A clothing collection bag delivered to the complainant’s home was headlined “Cancer Research & Genetics UK” on both sides and also included the “Charity Ref No.”. Text on one side of the bag provided the collection details and stated “Please HELP us to raise funds for Cancer Research & Genetics UK”. Text on the other side stated “Fundraises to further our campaign to raise awareness of cancer and its genetics links in UK and Europe. Help us by donating ...” and listed the items they would accept.

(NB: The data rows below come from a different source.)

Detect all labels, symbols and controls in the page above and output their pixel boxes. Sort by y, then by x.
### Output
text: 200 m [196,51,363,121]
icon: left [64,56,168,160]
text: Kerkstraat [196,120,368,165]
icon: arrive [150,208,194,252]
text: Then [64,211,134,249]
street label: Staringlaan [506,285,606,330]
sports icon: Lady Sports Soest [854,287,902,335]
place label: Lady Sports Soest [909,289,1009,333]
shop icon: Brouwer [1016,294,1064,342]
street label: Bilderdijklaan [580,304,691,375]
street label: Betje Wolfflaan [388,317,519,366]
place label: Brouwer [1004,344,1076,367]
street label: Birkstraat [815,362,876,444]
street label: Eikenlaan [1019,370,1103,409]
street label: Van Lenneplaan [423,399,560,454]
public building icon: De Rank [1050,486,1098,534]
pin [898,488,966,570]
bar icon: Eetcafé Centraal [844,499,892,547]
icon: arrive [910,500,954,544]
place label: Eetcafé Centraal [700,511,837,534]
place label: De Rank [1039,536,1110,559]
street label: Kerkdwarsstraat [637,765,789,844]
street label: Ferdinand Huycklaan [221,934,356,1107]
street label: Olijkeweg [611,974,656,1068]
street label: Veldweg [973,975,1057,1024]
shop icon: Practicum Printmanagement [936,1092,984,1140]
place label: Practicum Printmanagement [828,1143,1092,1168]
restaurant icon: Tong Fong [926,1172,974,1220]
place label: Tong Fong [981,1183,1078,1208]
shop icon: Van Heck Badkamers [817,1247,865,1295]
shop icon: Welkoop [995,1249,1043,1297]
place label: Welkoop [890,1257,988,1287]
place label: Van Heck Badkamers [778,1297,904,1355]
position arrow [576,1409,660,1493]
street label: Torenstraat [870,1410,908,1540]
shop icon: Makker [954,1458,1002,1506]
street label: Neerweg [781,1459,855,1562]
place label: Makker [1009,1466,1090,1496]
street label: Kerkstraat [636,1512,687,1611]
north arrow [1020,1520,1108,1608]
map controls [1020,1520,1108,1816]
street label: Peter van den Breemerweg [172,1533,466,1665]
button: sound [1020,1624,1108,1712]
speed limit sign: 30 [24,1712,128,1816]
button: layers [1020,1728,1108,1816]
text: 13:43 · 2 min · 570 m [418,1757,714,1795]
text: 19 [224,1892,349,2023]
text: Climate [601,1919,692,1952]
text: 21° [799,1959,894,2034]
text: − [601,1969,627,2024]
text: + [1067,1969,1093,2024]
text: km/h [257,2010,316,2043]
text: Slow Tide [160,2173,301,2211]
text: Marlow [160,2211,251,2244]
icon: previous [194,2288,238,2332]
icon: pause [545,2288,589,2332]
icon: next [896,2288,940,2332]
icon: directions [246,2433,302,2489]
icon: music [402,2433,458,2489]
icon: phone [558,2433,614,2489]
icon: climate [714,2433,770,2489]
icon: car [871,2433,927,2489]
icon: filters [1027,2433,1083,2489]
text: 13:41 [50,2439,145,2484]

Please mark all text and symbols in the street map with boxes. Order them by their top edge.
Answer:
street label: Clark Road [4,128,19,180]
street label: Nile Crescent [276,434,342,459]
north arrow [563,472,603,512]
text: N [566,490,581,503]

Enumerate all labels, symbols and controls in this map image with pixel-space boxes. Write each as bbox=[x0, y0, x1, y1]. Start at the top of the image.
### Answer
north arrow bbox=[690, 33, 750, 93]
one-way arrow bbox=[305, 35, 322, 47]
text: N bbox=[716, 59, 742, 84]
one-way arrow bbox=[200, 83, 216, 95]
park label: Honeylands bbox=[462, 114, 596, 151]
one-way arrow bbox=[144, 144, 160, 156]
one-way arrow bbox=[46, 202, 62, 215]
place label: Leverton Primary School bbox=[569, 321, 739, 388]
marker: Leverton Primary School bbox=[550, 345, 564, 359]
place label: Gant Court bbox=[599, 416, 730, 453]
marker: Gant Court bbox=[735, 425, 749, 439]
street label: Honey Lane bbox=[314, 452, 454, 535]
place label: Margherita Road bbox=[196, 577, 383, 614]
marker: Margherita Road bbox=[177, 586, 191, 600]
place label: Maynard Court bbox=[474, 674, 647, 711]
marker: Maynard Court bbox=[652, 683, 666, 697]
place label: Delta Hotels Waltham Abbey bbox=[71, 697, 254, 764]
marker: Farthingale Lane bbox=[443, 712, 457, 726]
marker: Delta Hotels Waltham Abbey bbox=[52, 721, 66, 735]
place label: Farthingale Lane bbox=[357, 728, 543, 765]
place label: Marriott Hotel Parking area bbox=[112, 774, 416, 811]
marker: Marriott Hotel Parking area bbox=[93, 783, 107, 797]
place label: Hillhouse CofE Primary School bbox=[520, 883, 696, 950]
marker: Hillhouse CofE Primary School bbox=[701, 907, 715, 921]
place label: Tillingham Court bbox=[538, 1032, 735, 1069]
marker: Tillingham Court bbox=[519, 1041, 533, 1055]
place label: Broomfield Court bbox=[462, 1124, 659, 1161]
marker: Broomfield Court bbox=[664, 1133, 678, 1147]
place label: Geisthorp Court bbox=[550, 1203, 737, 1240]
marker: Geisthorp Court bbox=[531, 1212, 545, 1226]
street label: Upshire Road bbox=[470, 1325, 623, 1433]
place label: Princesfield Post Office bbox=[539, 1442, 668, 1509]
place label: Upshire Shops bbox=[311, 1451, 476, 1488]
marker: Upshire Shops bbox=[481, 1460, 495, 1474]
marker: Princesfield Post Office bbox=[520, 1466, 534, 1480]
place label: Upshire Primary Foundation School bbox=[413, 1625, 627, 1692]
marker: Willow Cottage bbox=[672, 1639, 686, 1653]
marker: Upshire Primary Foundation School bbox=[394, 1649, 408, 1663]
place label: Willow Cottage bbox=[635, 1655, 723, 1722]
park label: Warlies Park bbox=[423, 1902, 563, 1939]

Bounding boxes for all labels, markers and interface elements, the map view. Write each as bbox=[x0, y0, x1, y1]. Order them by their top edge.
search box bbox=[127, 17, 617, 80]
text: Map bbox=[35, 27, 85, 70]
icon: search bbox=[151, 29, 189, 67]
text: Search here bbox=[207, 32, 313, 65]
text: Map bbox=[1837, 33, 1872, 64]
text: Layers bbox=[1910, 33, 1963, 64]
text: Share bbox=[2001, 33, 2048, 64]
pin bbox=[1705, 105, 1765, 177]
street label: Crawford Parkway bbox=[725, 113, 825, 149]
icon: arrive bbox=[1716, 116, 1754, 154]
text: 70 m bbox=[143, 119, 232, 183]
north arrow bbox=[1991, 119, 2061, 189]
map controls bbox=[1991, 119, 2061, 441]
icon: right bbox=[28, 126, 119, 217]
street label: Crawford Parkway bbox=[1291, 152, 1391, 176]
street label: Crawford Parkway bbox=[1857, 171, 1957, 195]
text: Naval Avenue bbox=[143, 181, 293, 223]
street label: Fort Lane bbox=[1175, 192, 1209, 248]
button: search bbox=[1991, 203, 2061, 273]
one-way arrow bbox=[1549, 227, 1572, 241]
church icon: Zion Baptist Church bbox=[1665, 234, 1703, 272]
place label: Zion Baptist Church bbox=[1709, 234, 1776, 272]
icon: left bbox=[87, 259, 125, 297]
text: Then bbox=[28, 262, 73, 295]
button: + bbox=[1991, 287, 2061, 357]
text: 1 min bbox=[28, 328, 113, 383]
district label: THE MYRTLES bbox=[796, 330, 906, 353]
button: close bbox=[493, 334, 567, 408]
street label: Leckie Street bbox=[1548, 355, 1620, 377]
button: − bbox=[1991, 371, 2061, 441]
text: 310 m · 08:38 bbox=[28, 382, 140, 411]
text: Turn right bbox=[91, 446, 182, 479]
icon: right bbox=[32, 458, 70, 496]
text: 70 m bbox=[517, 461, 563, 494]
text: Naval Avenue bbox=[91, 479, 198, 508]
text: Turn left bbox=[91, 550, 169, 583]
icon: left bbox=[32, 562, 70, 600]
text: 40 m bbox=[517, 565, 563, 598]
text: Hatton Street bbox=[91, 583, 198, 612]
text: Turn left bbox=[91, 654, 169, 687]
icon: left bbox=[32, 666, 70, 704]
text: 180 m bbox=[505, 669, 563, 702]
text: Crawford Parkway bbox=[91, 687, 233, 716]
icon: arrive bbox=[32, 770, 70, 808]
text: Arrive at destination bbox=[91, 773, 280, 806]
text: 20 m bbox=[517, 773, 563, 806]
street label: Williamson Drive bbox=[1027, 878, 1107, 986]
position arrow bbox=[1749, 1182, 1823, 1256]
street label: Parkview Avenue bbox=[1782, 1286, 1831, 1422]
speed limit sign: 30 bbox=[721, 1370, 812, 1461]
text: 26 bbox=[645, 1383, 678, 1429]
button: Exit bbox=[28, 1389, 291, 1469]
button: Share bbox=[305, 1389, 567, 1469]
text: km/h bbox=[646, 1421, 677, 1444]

Additional smaller text on the right-hand side stated “Recycle Proline Ltd is a commercial company which collects second hand clothing and donate [sic] at least £3200 per month to Cancer Research & Genetics UK from the proceeds of sale …”.
The complainant challenged whether the presentation of the ad was misleading, because it did not make sufficiently clear the commercial nature of the business given the prominence of the charity message.
Investigated under CAP Code (Edition 12) rules: 2.3 (Recognition of marketing materials), 3.1 & 3.3 (Misleading advertising)
Recycle Proline Ltd stated that they had made changes to the design of their clothing collection bags following a previous complaint to the ASA. As such, they felt that they had already sufficiently addressed any potentially misleading aspects of the ad. They believed that the new complaint was without merit and expressed concerns that making further amendments could have a detrimental impact on their business.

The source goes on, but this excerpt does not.